• **TASK BRIEF**
Copy every line in the listing that contains "Boulevard".

========================================

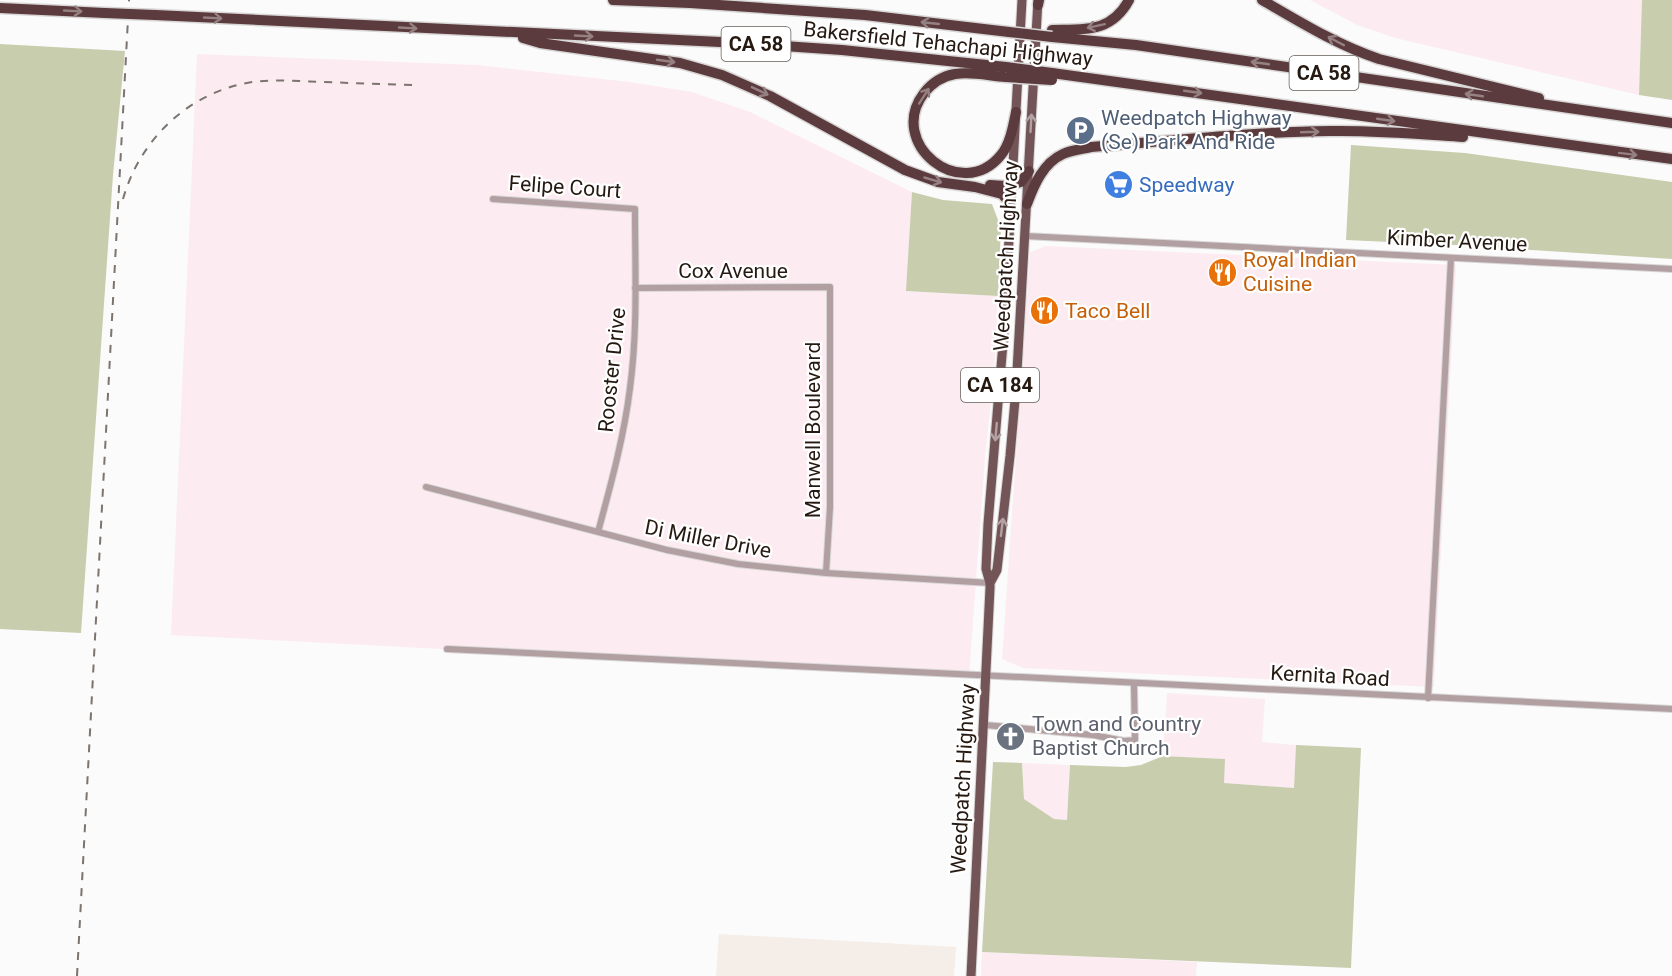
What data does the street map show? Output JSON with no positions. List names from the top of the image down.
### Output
{
  "streets": {
    "highway": ["CA 58", "Bakersfield Tehachapi Highway"],
    "main road": ["Weedpatch Highway", "CA 184"],
    "street": [
      "Felipe Court",
      "Kimber Avenue",
      "Cox Avenue",
      "Rooster Drive",
      "Manwell Boulevard",
      "Di Miller Drive",
      "Kernita Road"
    ]
  },
  "crossings": [
    ["Felipe Court", "Rooster Drive"],
    ["Kimber Avenue", "Weedpatch Highway"],
    ["Weedpatch Highway", "Di Miller Drive"],
    ["Weedpatch Highway", "Kernita Road"],
    ["Cox Avenue", "Rooster Drive"],
    ["Cox Avenue", "Manwell Boulevard"],
    ["Rooster Drive", "Di Miller Drive"],
    ["Manwell Boulevard", "Di Miller Drive"]
  ],
  "places": {
    "parking": ["Weedpatch Highway (Se) Park And Ride"],
    "supermarket": ["Speedway"],
    "restaurant": ["Royal Indian Cuisine", "Taco Bell"],
    "church": ["Town and Country Baptist Church"]
  }
}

========================================

• **OUTPUT FOR THIS TASK**
      "Manwell Boulevard",
    ["Cox Avenue", "Manwell Boulevard"],
    ["Manwell Boulevard", "Di Miller Drive"]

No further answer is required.